ML Artifact Integrity

advanced10 min readUpdated 2026-03-15

Ensuring integrity of ML artifacts throughout the pipeline: hash verification strategies, signed artifact workflows, reproducible builds for ML, deterministic training challenges, and end-to-end artifact provenance.

artifact-integrity hash-verification signed-artifacts reproducible-builds deterministic-training provenance

Ensuring ML Artifact Integrity

ML pipelines produce a chain of artifacts: datasets, preprocessed features, model checkpoints, optimized weights, serving configurations, and container images. Each artifact is an opportunity for substitution, tampering, or corruption. Ensuring integrity means verifying that each artifact is exactly what the pipeline intended to produce, was not modified in transit or storage, and originated from a trusted process. This is straightforward for traditional software artifacts; for ML, the stochastic nature of training and the opacity of model weights make integrity verification fundamentally harder.

Hash Verification

Strategy

Hash verification is the foundation of artifact integrity. Every artifact produced by the pipeline should have a SHA-256 hash computed at creation time, stored alongside the artifact, and verified before consumption.
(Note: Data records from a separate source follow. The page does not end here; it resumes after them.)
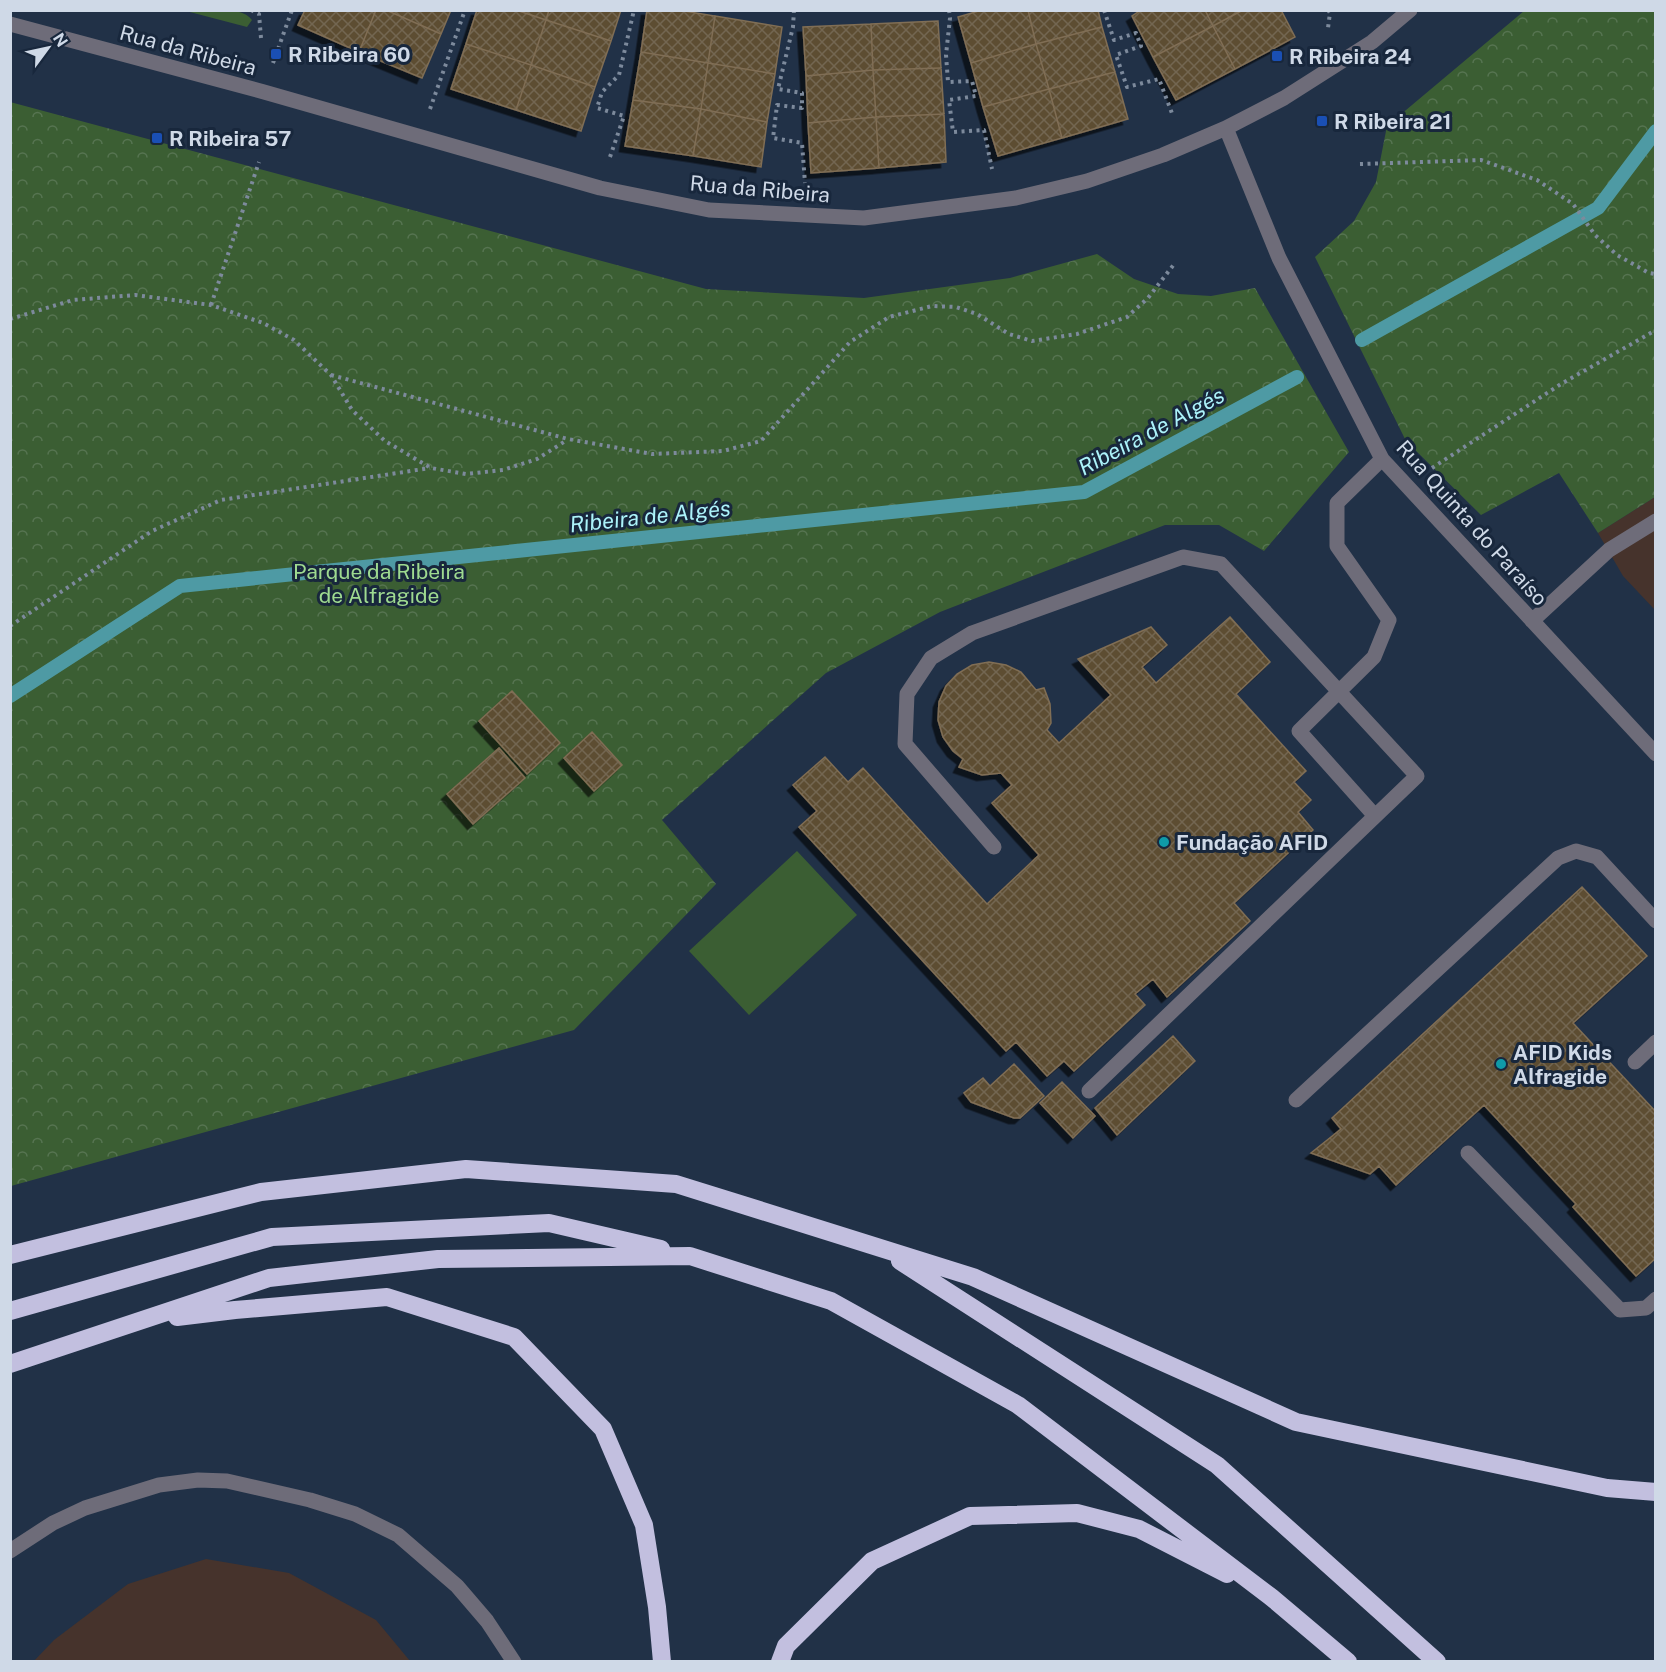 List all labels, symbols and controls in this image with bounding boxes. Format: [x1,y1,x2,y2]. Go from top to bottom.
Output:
north arrow [18,18,78,78]
street label: Rua da Ribeira [117,20,259,80]
text: N [49,30,72,51]
place label: R Ribeira 60 [288,42,411,67]
place label: R Ribeira 24 [1289,44,1412,69]
marker: R Ribeira 60 [269,47,283,61]
marker: R Ribeira 24 [1270,49,1284,63]
place label: R Ribeira 21 [1334,109,1452,134]
marker: R Ribeira 21 [1315,114,1329,128]
place label: R Ribeira 57 [169,126,292,151]
marker: R Ribeira 57 [150,131,164,145]
street label: Rua da Ribeira [689,170,831,208]
water label: Ribeira de Algés [1074,381,1229,480]
street label: Rua Quinta do Paraíso [1391,435,1553,611]
water label: Ribeira de Algés [568,495,732,537]
park label: Parque da Ribeira de Alfragide [293,559,465,608]
place label: Fundação AFID [1176,830,1328,855]
marker: Fundação AFID [1157,835,1171,849]
place label: AFID Kids Alfragide [1513,1040,1612,1089]
marker: AFID Kids Alfragide [1494,1057,1508,1071] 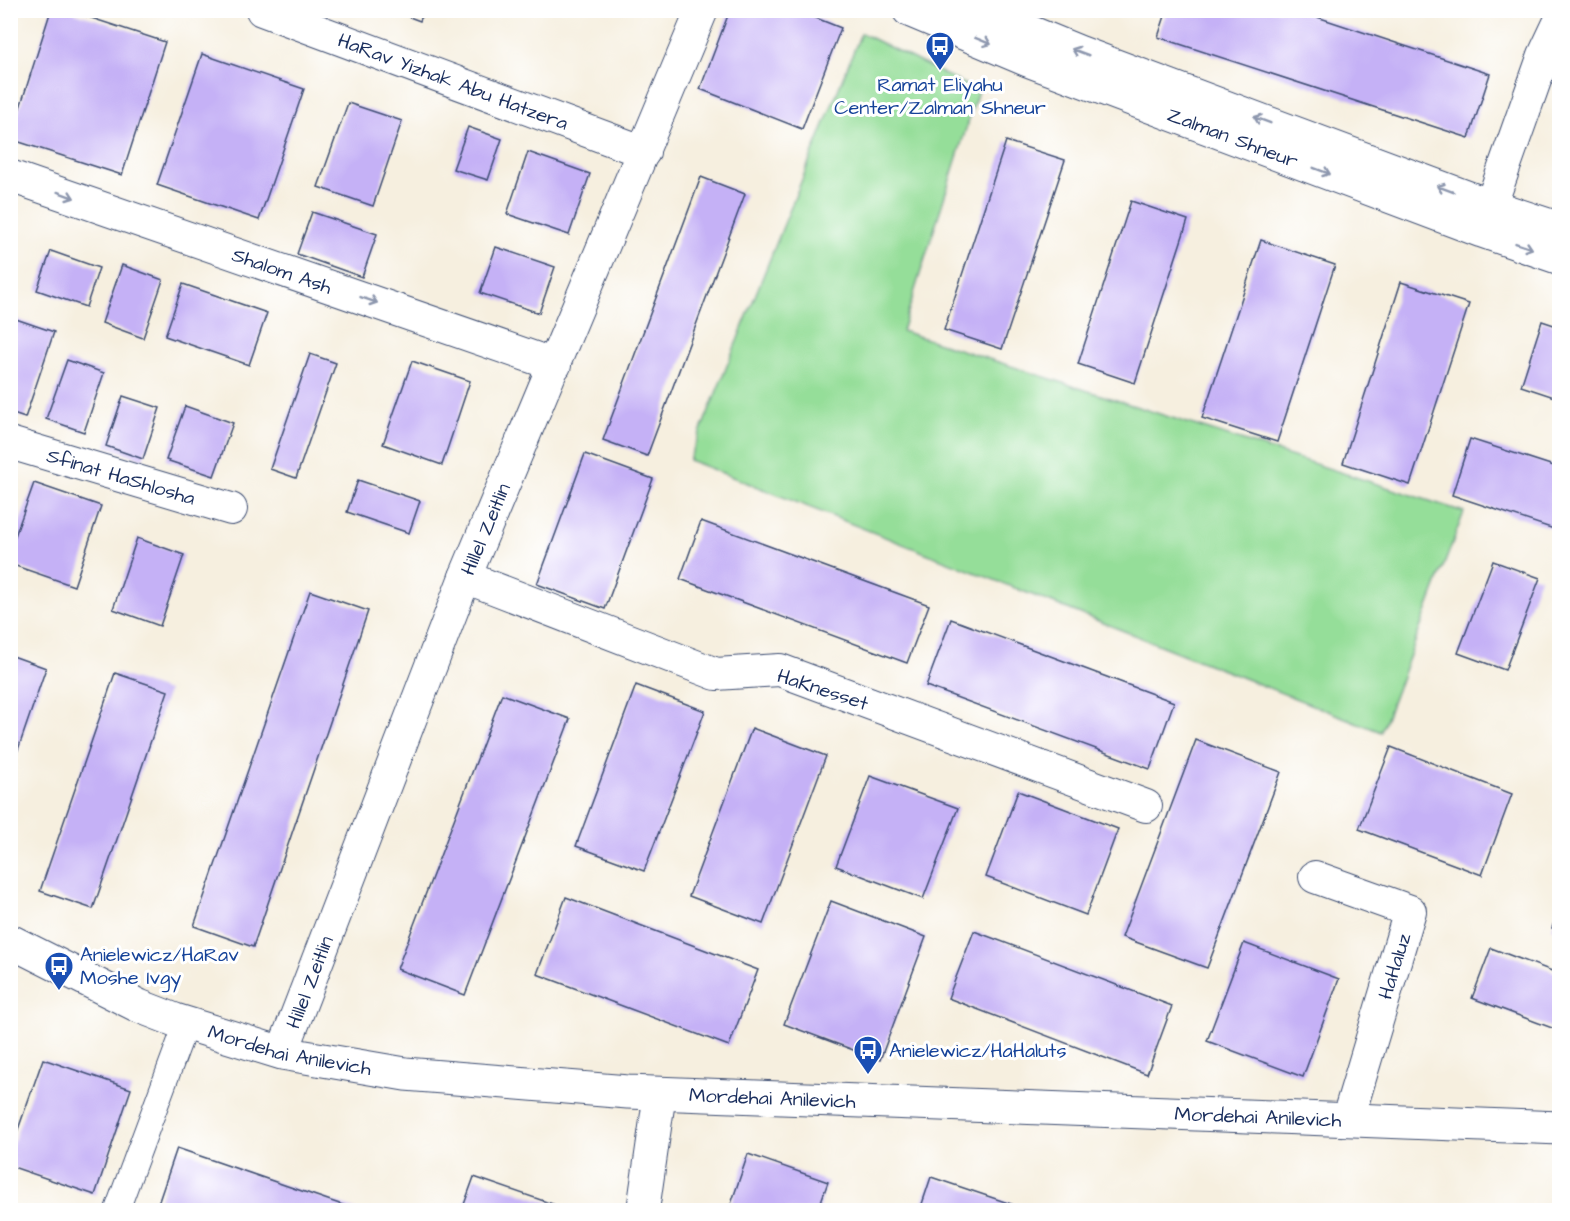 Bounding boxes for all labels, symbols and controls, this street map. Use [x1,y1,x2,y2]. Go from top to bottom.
street label: HaRav Yizhak Abu Hatzera [334,26,572,138]
bus stop icon: Ramat Eliyahu Center/Zalman Shneur [924,30,956,72]
one-way arrow [973,36,991,47]
one-way arrow [1071,46,1089,57]
place label: Ramat Eliyahu Center/Zalman Shneur [834,71,1046,122]
street label: Zalman Shneur [1163,101,1302,175]
one-way arrow [1253,114,1272,125]
one-way arrow [1312,166,1330,177]
one-way arrow [1436,183,1455,194]
one-way arrow [56,190,75,201]
street label: Shalom Ash [228,241,335,302]
one-way arrow [1514,241,1533,252]
one-way arrow [359,296,378,307]
street label: Sfinat HaShlosha [43,442,198,513]
street label: Hillel Zeitlin [454,479,518,580]
street label: HaKnesset [774,662,872,718]
street label: HaHaluz [1372,930,1418,1003]
street label: Hillel Zeitlin [280,932,341,1033]
place label: Anielewicz/HaRav Moshe Ivgy [80,941,239,993]
bus stop icon: Anielewicz/HaRav Moshe Ivgy [43,950,75,992]
street label: Mordehai Anilevich [204,1018,373,1083]
bus stop icon: Anielewicz/HaHaluts [852,1034,884,1076]
place label: Anielewicz/HaHaluts [889,1037,1066,1065]
street label: Mordehai Anilevich [688,1081,856,1116]
street label: Mordehai Anilevich [1174,1100,1342,1135] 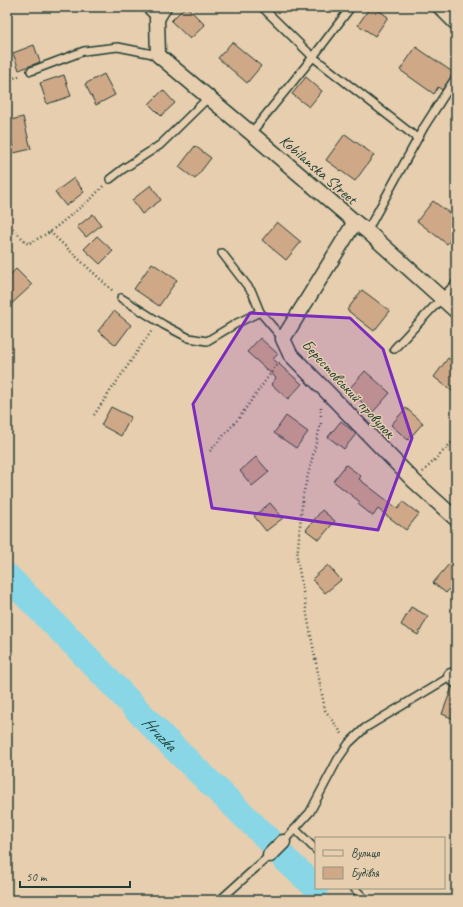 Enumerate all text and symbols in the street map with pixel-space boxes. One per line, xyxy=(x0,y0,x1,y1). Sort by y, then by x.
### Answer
street label: Kobilanska Street xyxy=(276,131,362,210)
street label: Берестовський провулок xyxy=(297,335,400,443)
water label: Hruzka xyxy=(138,712,182,757)
legend xyxy=(315,837,445,889)
text: Вулиця xyxy=(351,845,380,861)
scale bar xyxy=(20,863,130,889)
text: Будівля xyxy=(351,865,380,881)
text: 50 m xyxy=(26,869,48,885) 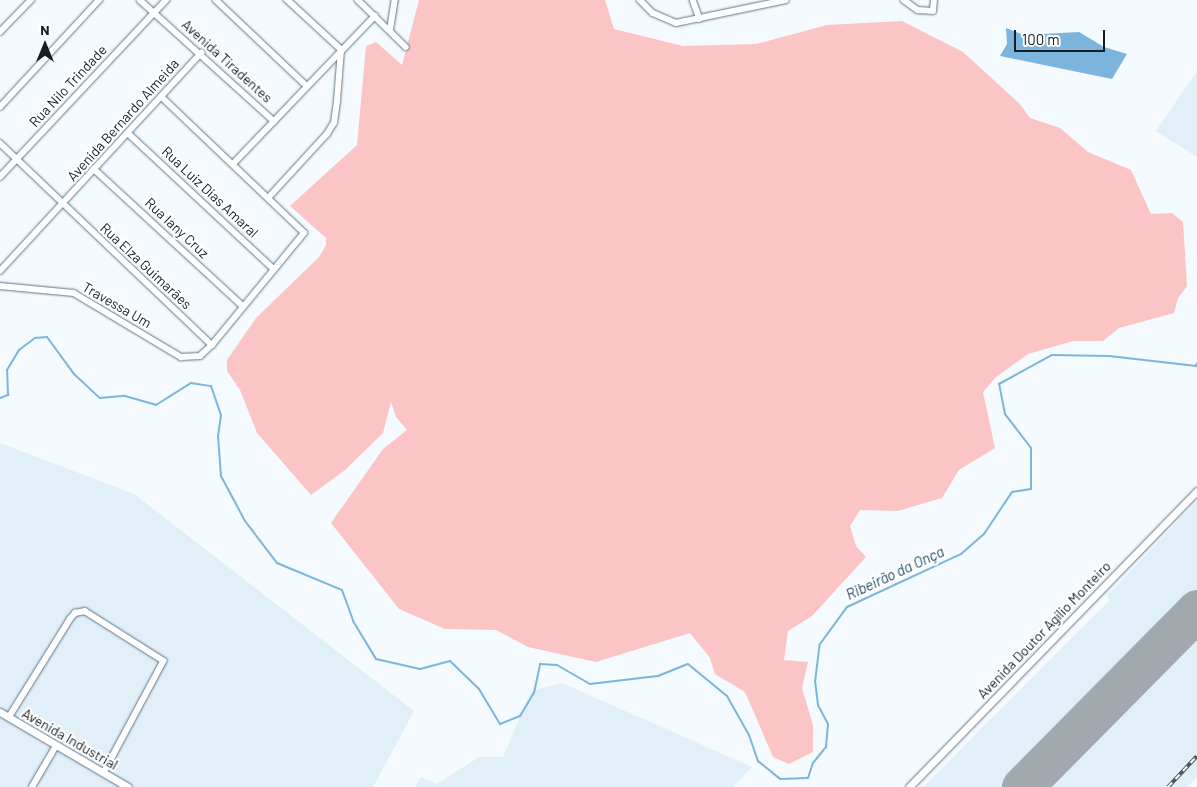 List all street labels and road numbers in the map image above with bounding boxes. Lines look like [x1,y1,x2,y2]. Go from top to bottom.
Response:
street label: Avenida Tiradentes [178,16,276,106]
street label: Rua Nilo Trindade [26,42,110,130]
street label: Avenida Bernardo Almeida [64,55,182,185]
street label: Rua Luiz Dias Amaral [158,143,262,241]
street label: Rua Iany Cruz [142,194,212,262]
street label: Rua Elza Guimarães [97,219,195,313]
street label: Travessa Um [79,278,155,332]
street label: Avenida Doutor Agílio Monteiro [974,558,1114,702]
street label: Avenida Industrial [19,705,121,773]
Artifact	When to Hash	When to Verify
Training dataset	After download/preparation	Before training starts
Preprocessed data	After preprocessing	Before data loader creation
Base model weights	After download	Before fine-tuning
Training checkpoints	After each checkpoint save	Before checkpoint resume
Final model weights	After training completes	Before registry upload
Registered model	After registry upload	Before deployment
Serving container	After container build	Before container deployment

Implementation Patterns

Hash computation at creation

Compute SHA-256 immediately after artifact creation. Store the hash in a separate, access-controlled location -- not alongside the artifact where it could be modified by the same attacker.

import hashlib
import json
from pathlib import Path
 
def compute_artifact_hash(artifact_path: str) -> str:
    """Compute SHA-256 hash of an artifact file."""
    sha256 = hashlib.sha256()
    with open(artifact_path, "rb") as f:
        for chunk in iter(lambda: f.read(8192), b""):
            sha256.update(chunk)
    return sha256.hexdigest()
 
def store_hash(artifact_name: str, hash_value: str, manifest_path: str):
    """Store hash in a separate integrity manifest."""
    manifest = {}
    if Path(manifest_path).exists():
        with open(manifest_path) as f:
            manifest = json.load(f)
    manifest[artifact_name] = {
        "sha256": hash_value,
        "timestamp": datetime.utcnow().isoformat()
    }
    with open(manifest_path, "w") as f:
        json.dump(manifest, f, indent=2)
 
def verify_artifact(artifact_path: str, expected_hash: str) -> bool:
    """Verify artifact integrity against stored hash."""
    actual_hash = compute_artifact_hash(artifact_path)
    if actual_hash != expected_hash:
        raise IntegrityError(
            f"Hash mismatch for {artifact_path}: "
            f"expected {expected_hash}, got {actual_hash}"
        )
    return True

Hash storage separation
Store hashes in a different storage system or access control domain than the artifacts. If an attacker can modify both the artifact and its hash, verification is meaningless.
Verification at consumption
Before any pipeline step uses an artifact, verify its hash. Fail loudly on mismatch -- do not fall back to an unverified artifact.
Chain of hashes
Create an end-to-end manifest that records the hash of every artifact at every stage. This manifest is the provenance record for the final model.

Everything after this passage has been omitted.